Pendant trois jours, du 27 au 29 juin dernier, près de 180 visiteurs ont découvert ce site emblématique, chargé d’histoire industrielle, au fil d’une marche gourmande.
Cet événement a été organisé de concert avec Alsace Destination Tourisme, dans le cadre du programme régional « Vos Dîners Insolites en Alsace ».
Ce rendez-vous, le plus marquant de l’année 2025 pour le site, avait pour ambition de faire le bilan des six années dédiées à la préparation du démantèlement.
Aux côtés de nos conférenciers alsaciens, Cécile Fendel, Coraline Schaefer, Mathilde Schiltz, Sébastien Lenoir et Jérémy Saubion, les participants ont parcouru un itinéraire balisé à travers six chantiers emblématiques du pré-démantèlement. Cette visite commentée a permis d’aborder les évolutions en cours et de répondre aux nombreuses questions des participants.

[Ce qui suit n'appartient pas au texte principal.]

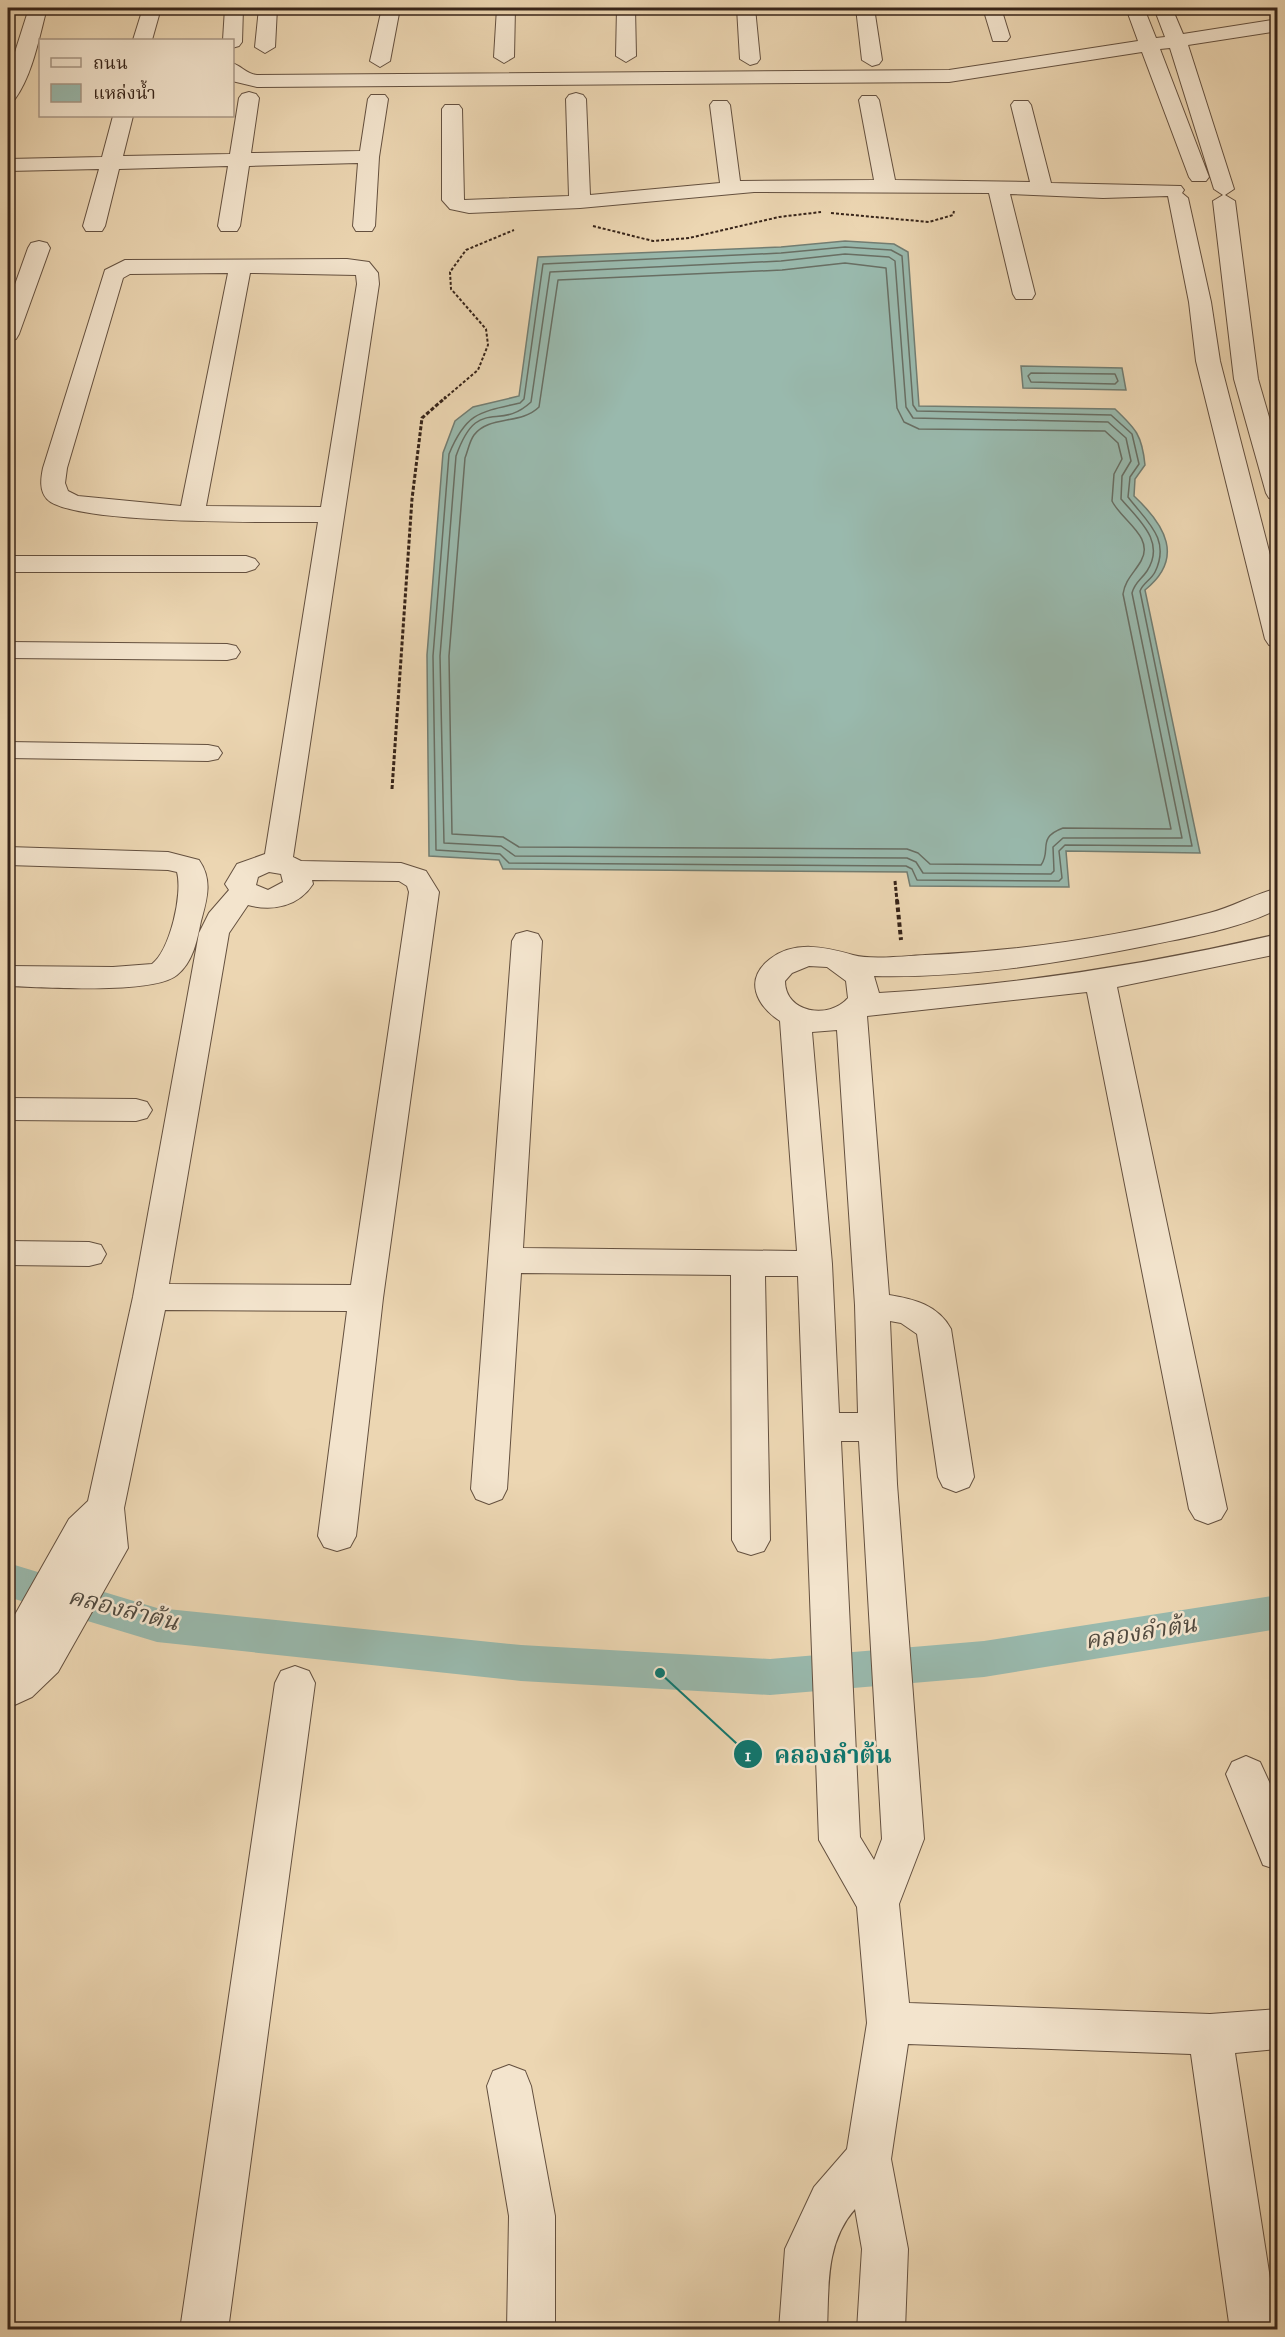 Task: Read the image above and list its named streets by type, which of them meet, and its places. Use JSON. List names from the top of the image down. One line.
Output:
{"water":["คลองลำต้น"],"places":["คลองลำต้น"],"legend":["ถนน","แหล่งน้ำ"]} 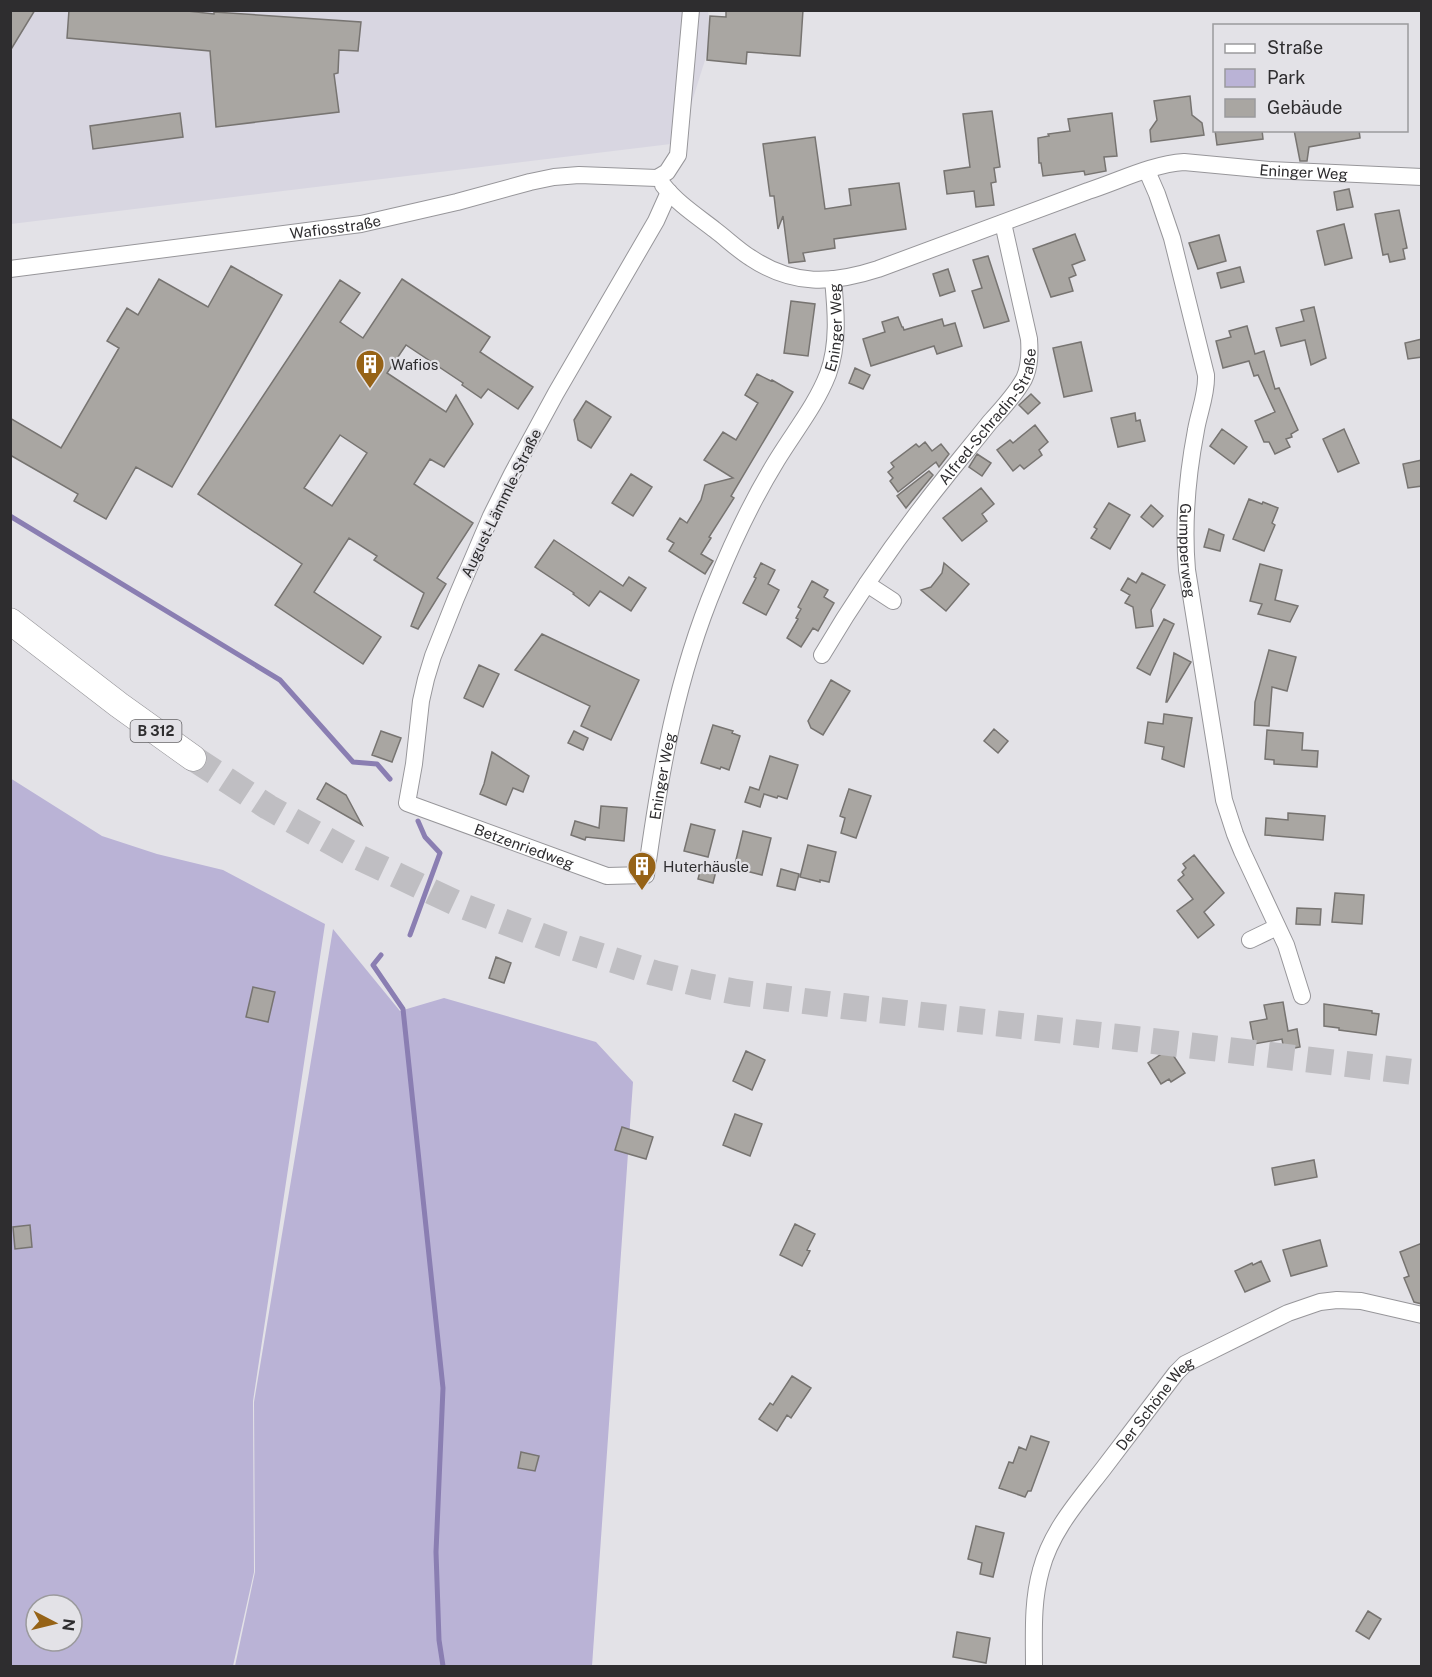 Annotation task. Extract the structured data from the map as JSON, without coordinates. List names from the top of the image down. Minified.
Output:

Le parcours traversait six chantiers emblématiques du pré-démantèlement. À chaque halte, les visiteurs pouvaient poser leurs questions et profiter d’une pause gourmande. Le chef Emmanuel Waltisperger et son équipe du restaurant Côté Cuisine (Hirtzfelden) ont imaginé un menu en quatre étapes, aux saveurs du terroir.
Les 180 places se sont envolées en seulement quelques jours, preuve de l’intérêt du public pour ce site chargé d’histoire et pour cette formule originale mêlant pédagogie, patrimoine industriel, gourmandise et convivialité.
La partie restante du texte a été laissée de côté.